■ EXERCISE DESCRIPTION
Go through the entries below and copy each line that holds the word "Boulevard".

(Data extracted from a collection)
*** Block opens ***

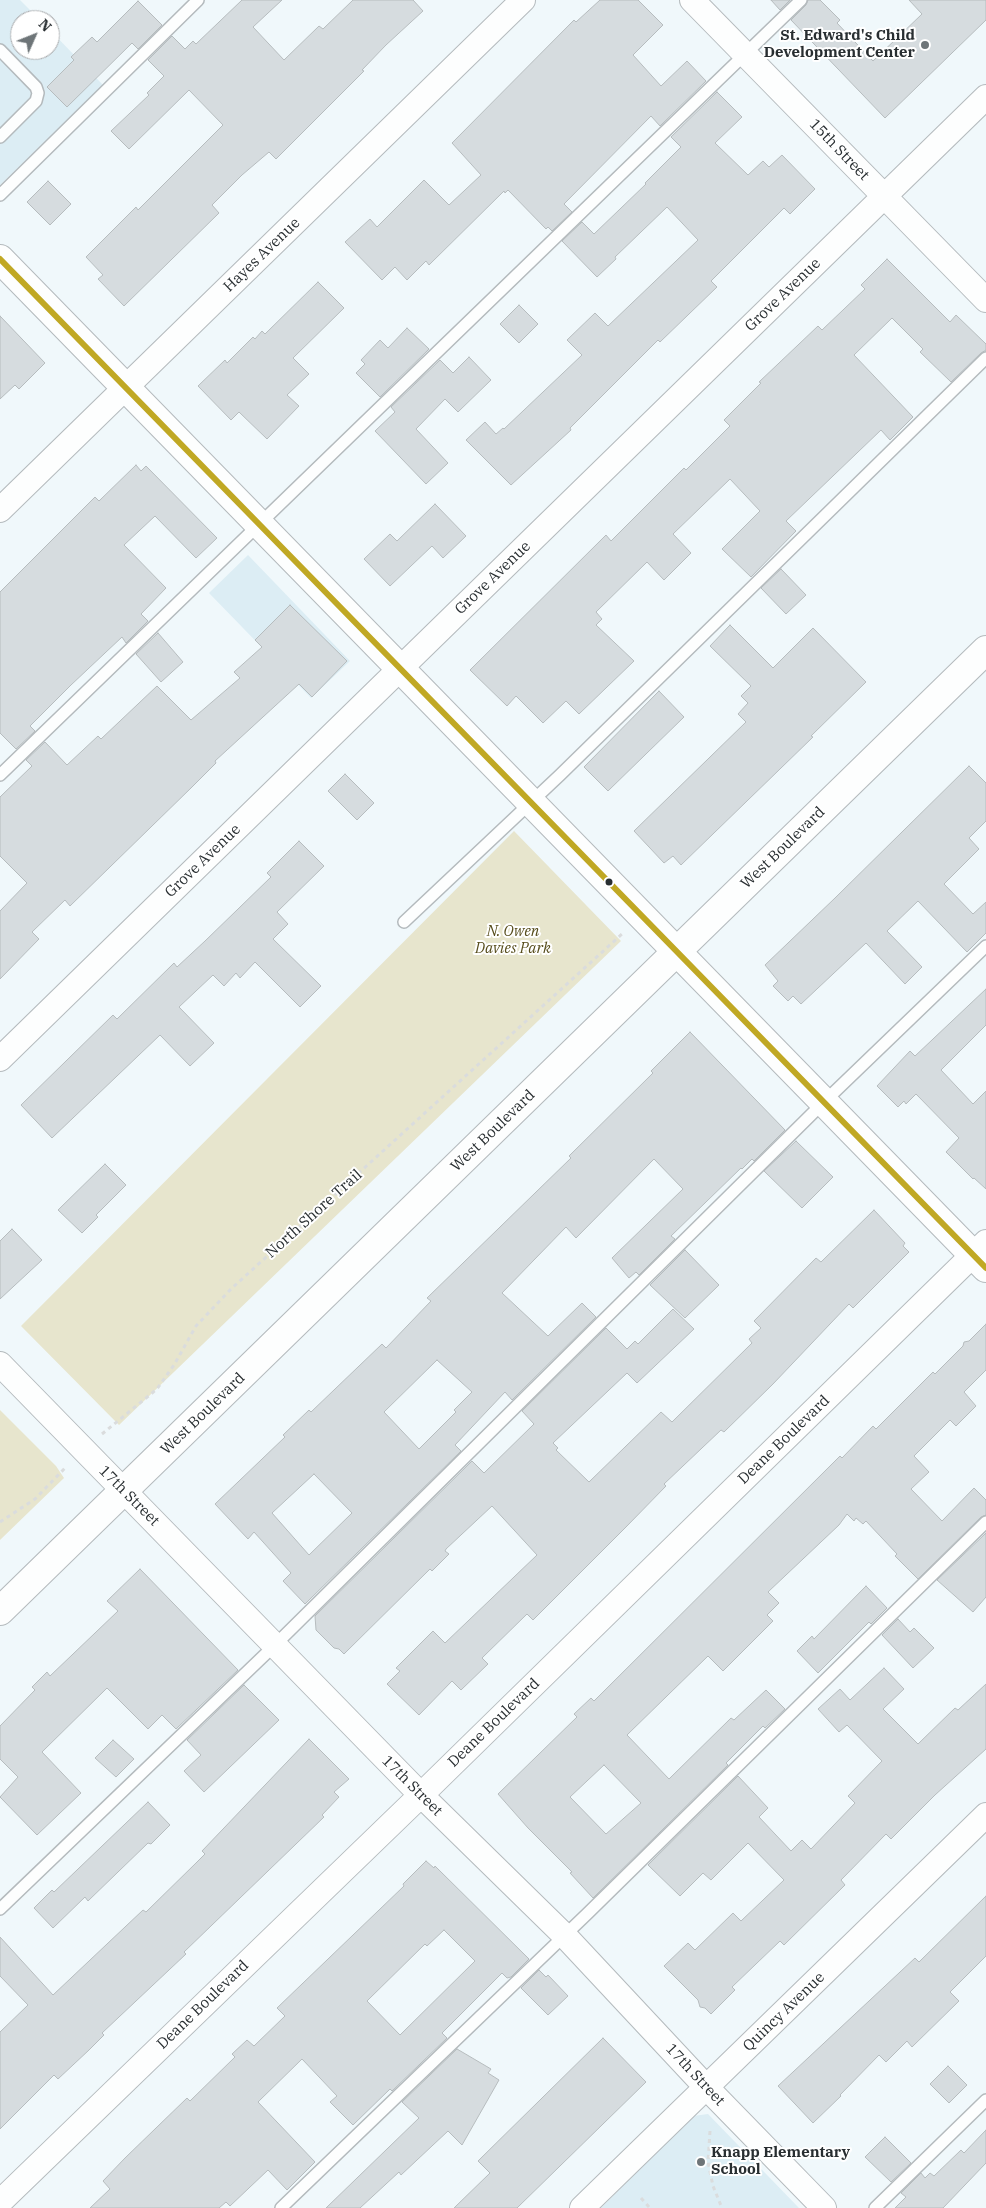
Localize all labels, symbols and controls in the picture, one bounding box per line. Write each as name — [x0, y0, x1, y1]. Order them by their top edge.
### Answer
north arrow — [10, 10, 60, 60]
text: N — [35, 15, 55, 36]
place label: St. Edward's Child Development Center — [764, 27, 915, 62]
marker: St. Edward's Child Development Center — [919, 39, 931, 51]
street label: 15th Street — [805, 116, 873, 184]
street label: Hayes Avenue — [220, 214, 304, 296]
street label: Grove Avenue — [742, 255, 824, 335]
street label: Grove Avenue — [452, 538, 534, 618]
street label: West Boulevard — [737, 803, 829, 893]
street label: Grove Avenue — [162, 821, 244, 901]
unlabelled marker — [604, 877, 614, 887]
park label: N. Owen Davies Park — [475, 923, 551, 958]
street label: West Boulevard — [447, 1086, 539, 1176]
street label: North Shore Trail — [262, 1166, 366, 1262]
street label: West Boulevard — [157, 1369, 249, 1459]
street label: Deane Boulevard — [735, 1392, 833, 1488]
street label: 17th Street — [95, 1462, 163, 1530]
street label: Deane Boulevard — [445, 1675, 543, 1771]
street label: 17th Street — [378, 1752, 446, 1820]
street label: Deane Boulevard — [154, 1957, 252, 2053]
street label: Quincy Avenue — [740, 1969, 828, 2055]
street label: 17th Street — [662, 2040, 728, 2110]
place label: Knapp Elementary School — [711, 2144, 850, 2179]
marker: Knapp Elementary School — [695, 2156, 707, 2168]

*** Block closes ***

■ ANSWER TO THE PROBLEM
street label: West Boulevard — [737, 803, 829, 893]
street label: West Boulevard — [447, 1086, 539, 1176]
street label: West Boulevard — [157, 1369, 249, 1459]
street label: Deane Boulevard — [735, 1392, 833, 1488]
street label: Deane Boulevard — [445, 1675, 543, 1771]
street label: Deane Boulevard — [154, 1957, 252, 2053]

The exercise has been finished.